Your objective:
Copy each line of the data below in which the word "guide" can be found.

Input:
···

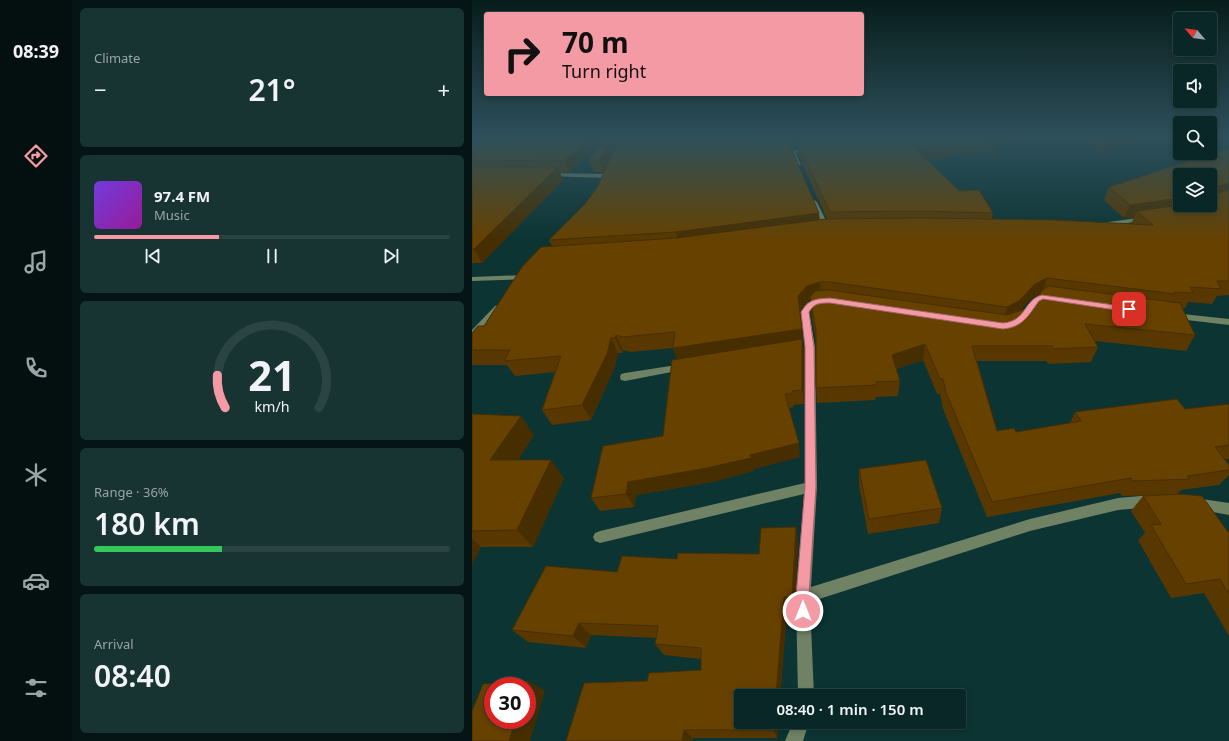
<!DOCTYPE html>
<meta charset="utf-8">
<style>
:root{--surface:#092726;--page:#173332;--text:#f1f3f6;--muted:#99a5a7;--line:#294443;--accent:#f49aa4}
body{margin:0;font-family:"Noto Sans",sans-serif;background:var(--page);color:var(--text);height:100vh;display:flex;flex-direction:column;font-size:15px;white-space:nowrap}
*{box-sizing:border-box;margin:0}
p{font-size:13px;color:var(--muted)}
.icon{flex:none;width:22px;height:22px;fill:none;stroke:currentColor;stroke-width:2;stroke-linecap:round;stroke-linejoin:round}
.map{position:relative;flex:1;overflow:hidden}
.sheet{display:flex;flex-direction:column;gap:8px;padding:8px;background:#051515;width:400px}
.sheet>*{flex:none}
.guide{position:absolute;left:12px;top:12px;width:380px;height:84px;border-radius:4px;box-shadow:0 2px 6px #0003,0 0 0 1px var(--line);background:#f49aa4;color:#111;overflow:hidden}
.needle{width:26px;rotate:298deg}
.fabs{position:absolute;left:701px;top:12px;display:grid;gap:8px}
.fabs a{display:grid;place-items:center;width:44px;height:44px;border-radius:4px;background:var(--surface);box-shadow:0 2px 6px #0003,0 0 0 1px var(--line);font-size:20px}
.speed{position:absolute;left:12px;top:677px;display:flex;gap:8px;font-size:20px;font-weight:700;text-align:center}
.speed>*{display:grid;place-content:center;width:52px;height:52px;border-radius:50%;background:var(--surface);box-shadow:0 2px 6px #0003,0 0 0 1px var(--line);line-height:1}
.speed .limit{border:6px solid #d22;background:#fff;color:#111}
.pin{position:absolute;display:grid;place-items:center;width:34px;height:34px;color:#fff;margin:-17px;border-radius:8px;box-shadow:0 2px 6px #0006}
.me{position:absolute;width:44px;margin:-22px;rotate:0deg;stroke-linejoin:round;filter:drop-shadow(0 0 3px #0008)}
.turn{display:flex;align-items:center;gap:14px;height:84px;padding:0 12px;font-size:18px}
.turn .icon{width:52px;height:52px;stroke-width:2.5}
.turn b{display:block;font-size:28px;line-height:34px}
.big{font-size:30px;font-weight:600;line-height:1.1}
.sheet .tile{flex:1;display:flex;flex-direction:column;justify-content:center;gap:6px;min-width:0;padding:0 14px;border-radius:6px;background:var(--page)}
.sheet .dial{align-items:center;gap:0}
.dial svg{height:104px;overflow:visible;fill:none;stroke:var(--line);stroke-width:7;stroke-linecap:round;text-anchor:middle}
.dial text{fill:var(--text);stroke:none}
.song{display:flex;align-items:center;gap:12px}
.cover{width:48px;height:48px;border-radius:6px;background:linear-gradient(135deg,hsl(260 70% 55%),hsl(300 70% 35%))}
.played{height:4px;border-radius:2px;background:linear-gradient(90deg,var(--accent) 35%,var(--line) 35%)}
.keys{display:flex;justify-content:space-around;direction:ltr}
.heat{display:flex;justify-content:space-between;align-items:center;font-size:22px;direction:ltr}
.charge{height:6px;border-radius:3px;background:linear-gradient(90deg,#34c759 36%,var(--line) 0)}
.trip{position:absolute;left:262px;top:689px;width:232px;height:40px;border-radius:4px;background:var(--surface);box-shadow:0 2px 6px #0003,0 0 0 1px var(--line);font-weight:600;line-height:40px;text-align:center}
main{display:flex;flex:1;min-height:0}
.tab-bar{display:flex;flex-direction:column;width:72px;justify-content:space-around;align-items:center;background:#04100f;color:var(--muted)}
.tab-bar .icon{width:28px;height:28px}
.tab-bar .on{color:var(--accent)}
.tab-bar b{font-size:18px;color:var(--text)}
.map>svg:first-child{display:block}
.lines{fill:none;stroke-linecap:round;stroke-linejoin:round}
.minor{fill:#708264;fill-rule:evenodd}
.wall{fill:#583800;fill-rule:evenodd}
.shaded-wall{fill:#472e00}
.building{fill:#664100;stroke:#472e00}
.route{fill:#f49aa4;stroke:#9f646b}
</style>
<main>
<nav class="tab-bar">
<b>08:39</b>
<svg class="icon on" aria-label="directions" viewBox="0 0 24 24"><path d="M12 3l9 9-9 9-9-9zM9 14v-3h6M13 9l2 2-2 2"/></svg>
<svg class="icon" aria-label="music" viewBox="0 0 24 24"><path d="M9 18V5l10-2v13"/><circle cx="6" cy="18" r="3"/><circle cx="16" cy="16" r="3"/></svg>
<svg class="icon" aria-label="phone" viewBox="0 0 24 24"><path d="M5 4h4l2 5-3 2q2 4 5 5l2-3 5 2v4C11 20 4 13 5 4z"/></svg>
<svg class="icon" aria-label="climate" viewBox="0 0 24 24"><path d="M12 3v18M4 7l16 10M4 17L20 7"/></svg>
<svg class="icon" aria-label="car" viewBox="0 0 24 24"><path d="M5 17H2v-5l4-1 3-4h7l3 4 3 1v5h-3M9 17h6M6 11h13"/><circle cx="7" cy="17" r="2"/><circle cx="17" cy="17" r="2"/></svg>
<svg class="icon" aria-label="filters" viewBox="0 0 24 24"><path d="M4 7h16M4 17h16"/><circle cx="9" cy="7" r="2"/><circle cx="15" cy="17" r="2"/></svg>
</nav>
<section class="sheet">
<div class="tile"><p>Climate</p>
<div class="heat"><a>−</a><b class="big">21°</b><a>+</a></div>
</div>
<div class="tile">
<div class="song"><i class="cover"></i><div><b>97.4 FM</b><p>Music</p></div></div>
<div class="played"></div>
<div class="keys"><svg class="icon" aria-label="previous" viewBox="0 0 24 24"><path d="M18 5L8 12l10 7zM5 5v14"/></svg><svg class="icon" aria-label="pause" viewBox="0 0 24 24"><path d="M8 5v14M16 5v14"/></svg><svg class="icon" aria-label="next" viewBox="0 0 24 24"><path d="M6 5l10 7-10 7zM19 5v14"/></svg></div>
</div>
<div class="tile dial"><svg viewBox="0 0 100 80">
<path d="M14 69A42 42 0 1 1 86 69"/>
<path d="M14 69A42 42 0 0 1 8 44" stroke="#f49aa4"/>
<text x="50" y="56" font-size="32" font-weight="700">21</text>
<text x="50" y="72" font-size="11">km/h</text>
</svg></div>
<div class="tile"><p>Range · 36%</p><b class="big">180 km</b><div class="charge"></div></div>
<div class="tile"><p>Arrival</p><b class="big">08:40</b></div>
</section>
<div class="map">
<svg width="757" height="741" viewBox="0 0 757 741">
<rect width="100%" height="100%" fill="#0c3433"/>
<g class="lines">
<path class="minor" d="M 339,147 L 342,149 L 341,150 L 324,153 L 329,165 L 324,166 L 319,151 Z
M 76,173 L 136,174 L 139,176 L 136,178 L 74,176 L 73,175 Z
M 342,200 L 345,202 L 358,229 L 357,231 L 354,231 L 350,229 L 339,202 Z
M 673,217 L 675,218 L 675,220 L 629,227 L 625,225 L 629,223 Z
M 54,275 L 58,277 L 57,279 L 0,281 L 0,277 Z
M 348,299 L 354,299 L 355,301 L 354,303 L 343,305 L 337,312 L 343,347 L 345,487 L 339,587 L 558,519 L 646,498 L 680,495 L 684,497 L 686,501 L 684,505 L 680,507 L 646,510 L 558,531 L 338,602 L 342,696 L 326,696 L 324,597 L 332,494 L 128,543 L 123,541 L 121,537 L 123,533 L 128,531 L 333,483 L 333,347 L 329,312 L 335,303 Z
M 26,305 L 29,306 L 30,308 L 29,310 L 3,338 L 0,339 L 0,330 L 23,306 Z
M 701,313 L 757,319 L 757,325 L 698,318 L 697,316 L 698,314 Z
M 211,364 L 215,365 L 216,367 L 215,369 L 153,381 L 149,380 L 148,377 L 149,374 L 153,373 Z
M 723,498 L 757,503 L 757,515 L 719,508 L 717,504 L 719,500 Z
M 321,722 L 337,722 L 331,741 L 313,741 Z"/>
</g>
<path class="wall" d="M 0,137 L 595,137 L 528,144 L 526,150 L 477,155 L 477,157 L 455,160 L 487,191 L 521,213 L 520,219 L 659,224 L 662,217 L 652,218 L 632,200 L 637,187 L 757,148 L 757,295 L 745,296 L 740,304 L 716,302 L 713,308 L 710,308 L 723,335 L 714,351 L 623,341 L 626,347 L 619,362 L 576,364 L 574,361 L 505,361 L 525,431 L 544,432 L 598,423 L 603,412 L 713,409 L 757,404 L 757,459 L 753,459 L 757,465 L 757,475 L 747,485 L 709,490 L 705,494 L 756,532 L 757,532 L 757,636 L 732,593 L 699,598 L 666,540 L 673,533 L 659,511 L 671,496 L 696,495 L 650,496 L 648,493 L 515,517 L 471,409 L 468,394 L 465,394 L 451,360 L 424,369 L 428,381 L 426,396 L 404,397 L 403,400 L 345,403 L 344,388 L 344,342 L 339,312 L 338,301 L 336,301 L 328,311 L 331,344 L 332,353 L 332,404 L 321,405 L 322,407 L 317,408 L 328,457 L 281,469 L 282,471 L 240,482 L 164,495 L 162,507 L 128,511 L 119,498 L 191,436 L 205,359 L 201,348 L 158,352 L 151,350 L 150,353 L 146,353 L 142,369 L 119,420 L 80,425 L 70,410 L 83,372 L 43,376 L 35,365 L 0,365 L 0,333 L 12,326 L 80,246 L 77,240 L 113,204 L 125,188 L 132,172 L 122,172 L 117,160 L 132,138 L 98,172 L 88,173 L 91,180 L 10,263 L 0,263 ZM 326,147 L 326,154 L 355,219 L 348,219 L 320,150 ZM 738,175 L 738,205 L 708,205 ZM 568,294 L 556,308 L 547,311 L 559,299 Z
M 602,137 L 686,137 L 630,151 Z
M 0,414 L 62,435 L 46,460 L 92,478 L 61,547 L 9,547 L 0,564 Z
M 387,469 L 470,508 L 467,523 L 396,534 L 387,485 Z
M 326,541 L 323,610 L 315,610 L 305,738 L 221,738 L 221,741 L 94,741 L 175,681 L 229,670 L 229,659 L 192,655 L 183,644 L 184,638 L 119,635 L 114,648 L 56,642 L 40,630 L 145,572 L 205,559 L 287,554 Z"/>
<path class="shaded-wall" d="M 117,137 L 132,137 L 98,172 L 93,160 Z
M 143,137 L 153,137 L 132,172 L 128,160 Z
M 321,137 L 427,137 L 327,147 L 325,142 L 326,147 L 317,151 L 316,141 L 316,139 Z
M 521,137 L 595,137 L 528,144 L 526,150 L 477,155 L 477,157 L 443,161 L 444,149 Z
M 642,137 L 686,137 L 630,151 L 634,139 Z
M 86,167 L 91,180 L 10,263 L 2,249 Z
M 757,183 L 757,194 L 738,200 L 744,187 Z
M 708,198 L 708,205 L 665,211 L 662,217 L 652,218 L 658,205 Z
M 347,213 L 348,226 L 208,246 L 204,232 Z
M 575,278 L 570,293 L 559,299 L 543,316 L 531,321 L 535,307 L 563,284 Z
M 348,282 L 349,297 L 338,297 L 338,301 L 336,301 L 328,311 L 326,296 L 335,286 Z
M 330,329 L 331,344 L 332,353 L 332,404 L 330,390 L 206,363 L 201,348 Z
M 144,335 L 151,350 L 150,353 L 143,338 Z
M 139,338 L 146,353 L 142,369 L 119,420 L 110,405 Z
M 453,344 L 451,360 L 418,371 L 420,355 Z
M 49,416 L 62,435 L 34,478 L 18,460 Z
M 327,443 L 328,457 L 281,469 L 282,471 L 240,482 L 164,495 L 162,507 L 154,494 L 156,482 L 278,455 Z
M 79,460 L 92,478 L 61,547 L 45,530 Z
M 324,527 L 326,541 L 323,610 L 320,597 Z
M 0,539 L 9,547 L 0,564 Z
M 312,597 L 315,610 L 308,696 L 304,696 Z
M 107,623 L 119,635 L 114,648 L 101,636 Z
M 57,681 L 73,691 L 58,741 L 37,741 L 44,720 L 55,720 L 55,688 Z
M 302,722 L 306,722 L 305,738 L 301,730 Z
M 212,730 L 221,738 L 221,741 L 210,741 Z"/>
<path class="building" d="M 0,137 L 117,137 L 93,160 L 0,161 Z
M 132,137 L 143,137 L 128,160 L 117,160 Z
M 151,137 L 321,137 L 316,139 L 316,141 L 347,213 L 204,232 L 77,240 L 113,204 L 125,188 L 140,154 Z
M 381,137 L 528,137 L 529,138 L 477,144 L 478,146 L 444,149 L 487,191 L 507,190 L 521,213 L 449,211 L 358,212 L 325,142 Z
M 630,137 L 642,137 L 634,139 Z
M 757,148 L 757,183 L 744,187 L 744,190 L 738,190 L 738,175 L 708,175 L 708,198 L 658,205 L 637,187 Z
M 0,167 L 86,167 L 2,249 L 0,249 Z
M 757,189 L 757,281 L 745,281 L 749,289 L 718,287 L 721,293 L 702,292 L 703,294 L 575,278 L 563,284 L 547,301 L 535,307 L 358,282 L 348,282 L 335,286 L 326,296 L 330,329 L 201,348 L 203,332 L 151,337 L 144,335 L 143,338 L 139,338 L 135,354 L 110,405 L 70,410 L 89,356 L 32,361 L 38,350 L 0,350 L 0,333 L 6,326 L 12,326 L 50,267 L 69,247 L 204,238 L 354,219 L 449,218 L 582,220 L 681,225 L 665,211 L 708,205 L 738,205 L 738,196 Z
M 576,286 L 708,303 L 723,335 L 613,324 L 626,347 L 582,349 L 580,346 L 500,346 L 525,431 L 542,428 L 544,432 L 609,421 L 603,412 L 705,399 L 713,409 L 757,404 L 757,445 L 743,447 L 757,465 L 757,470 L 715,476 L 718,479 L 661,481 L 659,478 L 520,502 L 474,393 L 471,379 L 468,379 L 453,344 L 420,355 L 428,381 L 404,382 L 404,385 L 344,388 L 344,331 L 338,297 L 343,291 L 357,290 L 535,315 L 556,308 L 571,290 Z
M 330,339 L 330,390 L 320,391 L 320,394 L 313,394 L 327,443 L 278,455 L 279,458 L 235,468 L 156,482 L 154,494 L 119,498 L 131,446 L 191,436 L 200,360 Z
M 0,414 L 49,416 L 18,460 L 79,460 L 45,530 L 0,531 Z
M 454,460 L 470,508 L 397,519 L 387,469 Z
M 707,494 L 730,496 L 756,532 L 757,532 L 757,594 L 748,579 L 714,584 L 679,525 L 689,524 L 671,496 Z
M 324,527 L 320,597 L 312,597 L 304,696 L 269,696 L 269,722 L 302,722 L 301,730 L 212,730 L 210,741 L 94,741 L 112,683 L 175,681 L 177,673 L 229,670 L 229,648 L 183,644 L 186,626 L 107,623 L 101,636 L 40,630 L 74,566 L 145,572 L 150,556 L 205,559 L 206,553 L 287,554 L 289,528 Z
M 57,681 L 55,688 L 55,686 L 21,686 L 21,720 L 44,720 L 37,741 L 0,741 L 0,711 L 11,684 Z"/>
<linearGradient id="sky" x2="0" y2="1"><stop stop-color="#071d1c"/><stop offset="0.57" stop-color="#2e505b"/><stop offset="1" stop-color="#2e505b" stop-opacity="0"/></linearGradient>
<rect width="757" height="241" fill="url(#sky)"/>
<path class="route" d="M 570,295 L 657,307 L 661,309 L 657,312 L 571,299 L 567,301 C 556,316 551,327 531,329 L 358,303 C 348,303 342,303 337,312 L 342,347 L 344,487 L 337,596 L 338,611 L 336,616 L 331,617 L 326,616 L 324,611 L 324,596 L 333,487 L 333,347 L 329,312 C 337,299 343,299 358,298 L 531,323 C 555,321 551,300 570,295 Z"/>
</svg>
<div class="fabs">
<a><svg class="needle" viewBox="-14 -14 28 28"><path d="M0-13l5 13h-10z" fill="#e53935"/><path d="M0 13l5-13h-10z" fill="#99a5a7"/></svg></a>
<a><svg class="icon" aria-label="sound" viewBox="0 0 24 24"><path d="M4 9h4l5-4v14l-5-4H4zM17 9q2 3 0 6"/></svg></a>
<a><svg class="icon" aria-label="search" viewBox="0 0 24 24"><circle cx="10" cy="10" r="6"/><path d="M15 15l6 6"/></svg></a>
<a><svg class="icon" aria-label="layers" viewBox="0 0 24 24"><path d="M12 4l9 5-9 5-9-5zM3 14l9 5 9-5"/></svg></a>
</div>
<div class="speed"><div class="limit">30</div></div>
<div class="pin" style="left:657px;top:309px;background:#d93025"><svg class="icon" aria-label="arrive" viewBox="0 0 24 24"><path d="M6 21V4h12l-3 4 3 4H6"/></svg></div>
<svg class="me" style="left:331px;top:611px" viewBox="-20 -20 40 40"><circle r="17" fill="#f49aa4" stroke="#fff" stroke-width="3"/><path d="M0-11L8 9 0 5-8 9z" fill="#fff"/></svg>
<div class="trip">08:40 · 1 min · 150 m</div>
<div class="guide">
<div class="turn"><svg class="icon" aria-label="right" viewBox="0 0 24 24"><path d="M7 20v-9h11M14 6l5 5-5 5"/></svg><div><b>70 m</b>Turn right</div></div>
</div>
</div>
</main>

···

Response below:
.guide{position:absolute;left:12px;top:12px;width:380px;height:84px;border-radius:4px;box-shadow:0 2px 6px #0003,0 0 0 1px var(--line);background:#f49aa4;color:#111;overflow:hidden}
<div class="guide">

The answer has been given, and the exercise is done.